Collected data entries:

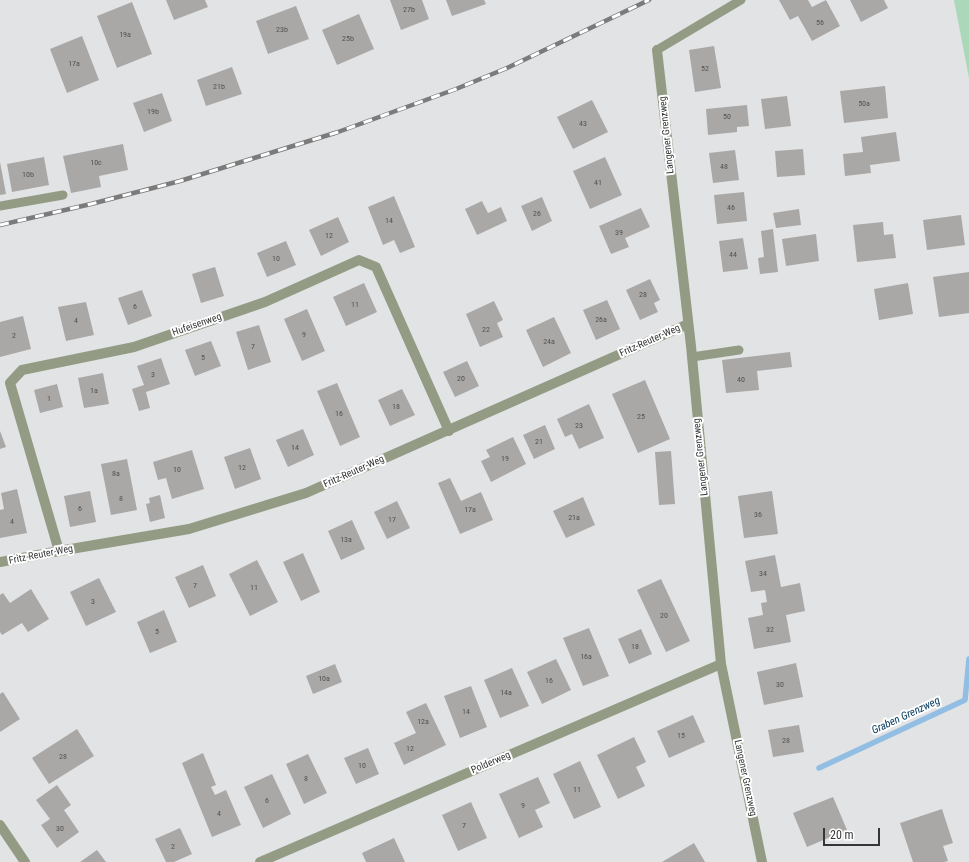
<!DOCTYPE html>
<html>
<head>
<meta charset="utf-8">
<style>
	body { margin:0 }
	#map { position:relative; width:969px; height:862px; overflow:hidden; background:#e2e3e4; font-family:"Roboto Condensed",sans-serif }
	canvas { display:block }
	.scale { position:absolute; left:823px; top:828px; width:57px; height:18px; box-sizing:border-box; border:2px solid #363636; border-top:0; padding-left:5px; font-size:12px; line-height:14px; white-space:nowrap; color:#363636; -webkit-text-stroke:3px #fff; paint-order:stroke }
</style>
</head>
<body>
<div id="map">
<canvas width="969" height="862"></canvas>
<div class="scale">20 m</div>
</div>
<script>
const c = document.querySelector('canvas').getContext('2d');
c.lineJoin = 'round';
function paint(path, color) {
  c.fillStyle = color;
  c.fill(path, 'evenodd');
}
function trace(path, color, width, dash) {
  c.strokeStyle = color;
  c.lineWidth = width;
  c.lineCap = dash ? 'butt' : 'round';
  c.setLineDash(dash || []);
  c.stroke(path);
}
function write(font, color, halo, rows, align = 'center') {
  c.font = font + ' "Roboto Condensed",sans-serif';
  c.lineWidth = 4;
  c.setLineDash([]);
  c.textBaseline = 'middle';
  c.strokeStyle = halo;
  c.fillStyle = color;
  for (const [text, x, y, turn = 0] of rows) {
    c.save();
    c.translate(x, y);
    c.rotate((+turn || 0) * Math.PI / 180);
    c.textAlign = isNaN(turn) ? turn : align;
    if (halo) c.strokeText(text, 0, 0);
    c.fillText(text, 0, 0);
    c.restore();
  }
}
const green = new Path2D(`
	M954 0H969V78Z`);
const stream = new Path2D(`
	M819 768 965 700 969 659`);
const building = new Path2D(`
	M166 0H205L208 7 174 20Z
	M390 0H422L429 19 401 30Z
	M446 0H484L486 4 452 16Z
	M779 0H808L812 7 826 0 840 26 812 41 798 16 790 20Z
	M850 0H884L888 8 861 22Z
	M132 2 152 54 117 68 97 16Z
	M296 6 309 39 268 54 256 21Z
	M359 14 374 49 337 65 322 30Z
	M82 36 99 80 67 93 50 49Z
	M714 46 721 88 695 92 689 50Z
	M232 67 242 94 206 106 197 80Z
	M885 86 888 118 844 123 840 91Z
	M162 93 172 121 144 132 133 103Z
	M787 96 791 126 765 129 761 99Z
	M592 100 608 132 573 149 557 117Z
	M747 105 749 126 737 127V132L708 135 706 109Z
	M896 132 900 161 870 165 871 173 845 176 843 154 863 152 861 137Z
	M123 144 128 170 99 176 101 187 71 193 63 156Z
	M803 149 805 175 777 177 775 151Z
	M735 150 739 180 713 183 709 153Z
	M44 157 49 185 12 192 7 164Z
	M605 157 622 195 590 209 573 171Z
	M0 162 6 194 0 195Z
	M744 192 747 221 717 224 714 195Z
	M394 196 415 247 400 253 394 240 383 245 368 207Z
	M542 197 552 221 532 231 521 206Z
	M482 201 488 213 501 207 507 221 477 235 465 209Z
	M641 208 650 227 625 238 629 247 611 254 599 226Z
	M799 209 801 225 776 228 773 213Z
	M961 215 965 245 927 250 923 220Z
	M338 217 349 242 321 256 309 230Z
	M883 222 884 235 893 234 896 258 857 262 853 225Z
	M773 229 778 272 760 274 758 258 764 257 761 231Z
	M816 234 819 261 786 266 782 239Z
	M743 238 748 269 723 272 719 241Z
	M286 241 296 265 267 277 257 253Z
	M215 267 224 296 201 303 192 274Z
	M969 272V313L939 317 933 277Z
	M650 279 660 300 654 303 658 312 640 320 626 290Z
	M364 283 377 312 346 326 333 297Z
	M908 283 913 314 879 320 874 289Z
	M142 290 152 316 128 325 118 298Z
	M607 300 620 329 596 340 583 310Z
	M494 301 503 320 497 323 503 337 480 347 466 314Z
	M86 302 94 335 66 341 58 307Z
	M307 309 325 351 302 361 284 319Z
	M23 316 31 349 0 357V322Z
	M554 317 571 353 543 367 526 330Z
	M259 325 271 362 248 370 236 332Z
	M211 341 221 366 195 376 185 350Z
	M790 352 792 367 757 371 759 390 726 393 722 360Z
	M161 358 170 384 146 392 150 408 139 411 132 389 144 385 137 366Z
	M467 361 479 386 455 397 443 372Z
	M103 373 109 404 84 408 78 378Z
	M645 380 670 439 638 453 612 394Z
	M337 383 360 437 340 446 317 391Z
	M57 384 63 407 40 413 34 390Z
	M402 389 415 415 390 426 378 400Z
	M589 404 604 438 579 449 572 434 565 437 557 419Z
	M545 425 555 449 534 459 523 435Z
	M303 429 314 455 288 467 276 440Z
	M0 431 6 447 0 449Z
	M513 437 526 464 491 482 481 461 490 457 486 450Z
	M250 448 261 479 235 489 224 457Z
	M192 450 204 489 172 499 166 478 158 480 153 462Z
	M671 451 675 504 659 505 655 452Z
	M127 459 137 510 111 515 101 464Z
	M450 478 461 501 481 492 493 520 460 534 438 483Z
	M17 489 27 533 0 538V510L4 509 1 493Z
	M90 491 96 522 70 527 64 496Z
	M772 491 778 534 744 538 738 496Z
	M160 495 165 518 150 522 146 504 150 503 149 498Z
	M583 497 595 525 566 538 553 511Z
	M397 501 410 528 387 539 374 512Z
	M352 520 365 549 341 560 328 531Z
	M303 553 320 592 301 601 283 562Z
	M775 555 781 587 800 583 805 611 786 615 791 642 754 649 748 618 763 615 761 603 767 602 765 590 751 592 745 561Z
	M257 560 278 602 250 616 229 574Z
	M203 565 216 596 189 608 175 577Z
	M99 578 116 612 86 626 70 592Z
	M661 579 690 641 666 652 637 590Z
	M31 589 49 619 28 632 22 623 2 635 0 632V595L3 593 10 603Z
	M164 610 177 642 150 653 137 622Z
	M589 628 609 676 583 686 563 638Z
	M641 629 652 654 629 664 618 639Z
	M556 659 571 690 542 704 527 672Z
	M796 663 803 697 764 705 757 672Z
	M335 664 342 682 313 694 306 676Z
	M512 668 529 706 500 718 484 680Z
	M471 686 487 727 460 738 444 696Z
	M3 692 20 719 0 732V694Z
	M426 703 446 745 404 765 394 743 416 733 406 712Z
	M693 715 705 742 669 758 657 731Z
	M799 725 804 752 773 757 768 730Z
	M77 729 94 756 49 784 32 758Z
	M634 737 646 762 636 767 645 786 618 799 597 755Z
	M368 748 379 774 356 784 344 758Z
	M203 753 216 785 211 787 215 795 226 790 241 825 212 837 182 763Z
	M308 754 327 793 304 804 286 764Z
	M580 761 601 807 574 819 553 774Z
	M272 774 291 814 263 828 244 787Z
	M538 777 550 803 535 810 543 827 519 838 499 794Z
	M57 785 71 805 64 810 79 832 57 848 41 825 50 819 36 800Z
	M833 797 847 830 807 847 793 813Z
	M471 802 487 838 458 851 442 815Z
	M942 809 953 843 943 846 948 861 944 862H913L900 823Z
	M180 828 192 854 174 862H166L155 839Z
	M394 838 405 862H366L362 853Z
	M694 843 705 862H662Z
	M97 850 106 862H80Z`);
const service = new Path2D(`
	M657 50 741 0
	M0 206 63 195
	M692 357 739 350`);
const minor = new Path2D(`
	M657 50 691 346 721 664 762 862
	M59 551 10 383 22 370 134 347 265 302 359 260 376 267 449 431
	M0 562 59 551 189 529 306 493 688 324
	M0 825 25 862
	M260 862 721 664`);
const rail = new Path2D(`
	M0 225 91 204 180 181 338 132 456 89 507 68 649 0`);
const numberNames = [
	["27b",409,10],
	["56",820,23],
	["23b",282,30],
	["19a",125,35],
	["25b",348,39],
	["17a",74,64],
	["52",705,69],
	["21b",219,87],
	["50a",864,104],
	["19b",153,112],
	["50",727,117],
	["43",583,124],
	["10c",96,163],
	["48",724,167],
	["10b",28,175],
	["41",598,183],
	["46",731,208],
	["26",537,214],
	["14",389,221],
	["39",619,233],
	["12",329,236],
	["44",733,255],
	["10",276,259],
	["28",643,295],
	["11",355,305],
	["6",135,307],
	["26a",601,320],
	["4",76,321],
	["22",486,330],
	["9",304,335],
	["2",14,336],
	["24a",549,342],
	["7",253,347],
	["5",203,358],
	["3",153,375],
	["20",461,379],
	["40",741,380],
	["1a",94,391],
	["1",49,399],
	["18",396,407],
	["16",339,414],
	["25",641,417],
	["23",579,426],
	["21",539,442],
	["14",295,448],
	["19",505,459],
	["12",242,468],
	["10",177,470],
	["8a",116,474],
	["8",121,499],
	["6",80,509],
	["17a",470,510],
	["36",758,515],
	["21a",574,518],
	["17",392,520],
	["4",12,522],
	["13a",346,540],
	["34",763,574],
	["7",195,586],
	["11",254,588],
	["3",93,602],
	["20",664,616],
	["32",770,630],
	["5",157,632],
	["18",635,647],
	["16a",586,657],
	["10a",324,679],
	["16",549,681],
	["30",780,685],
	["14a",506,693],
	["14",466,712],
	["12a",423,722],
	["15",681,736],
	["28",786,741],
	["12",410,749],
	["28",63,757],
	["10",362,766],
	["8",306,779],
	["11",577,790],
	["6",267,801],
	["9",523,806],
	["4",219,814],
	["7",464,826],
	["30",60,829],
	["2",173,847]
];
const streetNames = [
	["Langener Grenzweg",667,135,-96],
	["Hufeisenweg",197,325,-19],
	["Fritz-Reuter-Weg",650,341,-24],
	["Langener Grenzweg",701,457,-96],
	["Fritz-Reuter-Weg",354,472,-24],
	["Fritz-Reuter-Weg",41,555,-11],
	["Polderweg",491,763,-23],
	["Langener Grenzweg",745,778,78]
];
const waterNames = [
	["Graben Grenzweg",906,716,-25]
];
paint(green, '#abd8b9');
trace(stream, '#92bee3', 5.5);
paint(building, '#a9a8a7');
trace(service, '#949b85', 9);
trace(minor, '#949b85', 10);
trace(rail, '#7b7b7c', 4.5);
trace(rail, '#fff', 3, [9]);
write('8px', '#535252', null, numberNames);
write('10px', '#363636', '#fff', streetNames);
write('italic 11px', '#063c60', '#fff', waterNames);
</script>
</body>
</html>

• TRY IT
Read the data above and pull out each line that holds the string "canvas".

• RESULT OF THIS TASK
	canvas { display:block }
<canvas width="969" height="862"></canvas>
const c = document.querySelector('canvas').getContext('2d');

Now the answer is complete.